● **What needs to be done**
Once the records have been read, set every one down as it stands.

[Source data]

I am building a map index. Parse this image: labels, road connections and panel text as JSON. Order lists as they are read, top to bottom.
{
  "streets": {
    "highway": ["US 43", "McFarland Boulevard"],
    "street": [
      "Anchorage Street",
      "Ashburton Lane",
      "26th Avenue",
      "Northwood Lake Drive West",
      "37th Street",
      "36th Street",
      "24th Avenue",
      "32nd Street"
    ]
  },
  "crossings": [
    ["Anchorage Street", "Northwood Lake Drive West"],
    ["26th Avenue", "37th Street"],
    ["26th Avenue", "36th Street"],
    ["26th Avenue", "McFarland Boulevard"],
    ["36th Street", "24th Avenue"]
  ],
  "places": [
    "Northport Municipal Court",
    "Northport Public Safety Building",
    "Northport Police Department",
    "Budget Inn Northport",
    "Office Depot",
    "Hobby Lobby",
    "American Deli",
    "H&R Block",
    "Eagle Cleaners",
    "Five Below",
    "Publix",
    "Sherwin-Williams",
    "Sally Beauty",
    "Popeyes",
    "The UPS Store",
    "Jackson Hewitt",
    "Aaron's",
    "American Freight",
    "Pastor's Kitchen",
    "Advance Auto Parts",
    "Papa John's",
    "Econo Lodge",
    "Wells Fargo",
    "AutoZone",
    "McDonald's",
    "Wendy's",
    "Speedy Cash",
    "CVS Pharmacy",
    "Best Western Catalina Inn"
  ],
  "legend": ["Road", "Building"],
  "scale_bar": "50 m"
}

● **Written response**
I am building a map index. Parse this image: labels, road connections and panel text as JSON. Order lists as they are read, top to bottom.
{
  "streets": {
    "highway": ["US 43", "McFarland Boulevard"],
    "street": [
      "Anchorage Street",
      "Ashburton Lane",
      "26th Avenue",
      "Northwood Lake Drive West",
      "37th Street",
      "36th Street",
      "24th Avenue",
      "32nd Street"
    ]
  },
  "crossings": [
    ["Anchorage Street", "Northwood Lake Drive West"],
    ["26th Avenue", "37th Street"],
    ["26th Avenue", "36th Street"],
    ["26th Avenue", "McFarland Boulevard"],
    ["36th Street", "24th Avenue"]
  ],
  "places": [
    "Northport Municipal Court",
    "Northport Public Safety Building",
    "Northport Police Department",
    "Budget Inn Northport",
    "Office Depot",
    "Hobby Lobby",
    "American Deli",
    "H&R Block",
    "Eagle Cleaners",
    "Five Below",
    "Publix",
    "Sherwin-Williams",
    "Sally Beauty",
    "Popeyes",
    "The UPS Store",
    "Jackson Hewitt",
    "Aaron's",
    "American Freight",
    "Pastor's Kitchen",
    "Advance Auto Parts",
    "Papa John's",
    "Econo Lodge",
    "Wells Fargo",
    "AutoZone",
    "McDonald's",
    "Wendy's",
    "Speedy Cash",
    "CVS Pharmacy",
    "Best Western Catalina Inn"
  ],
  "legend": ["Road", "Building"],
  "scale_bar": "50 m"
}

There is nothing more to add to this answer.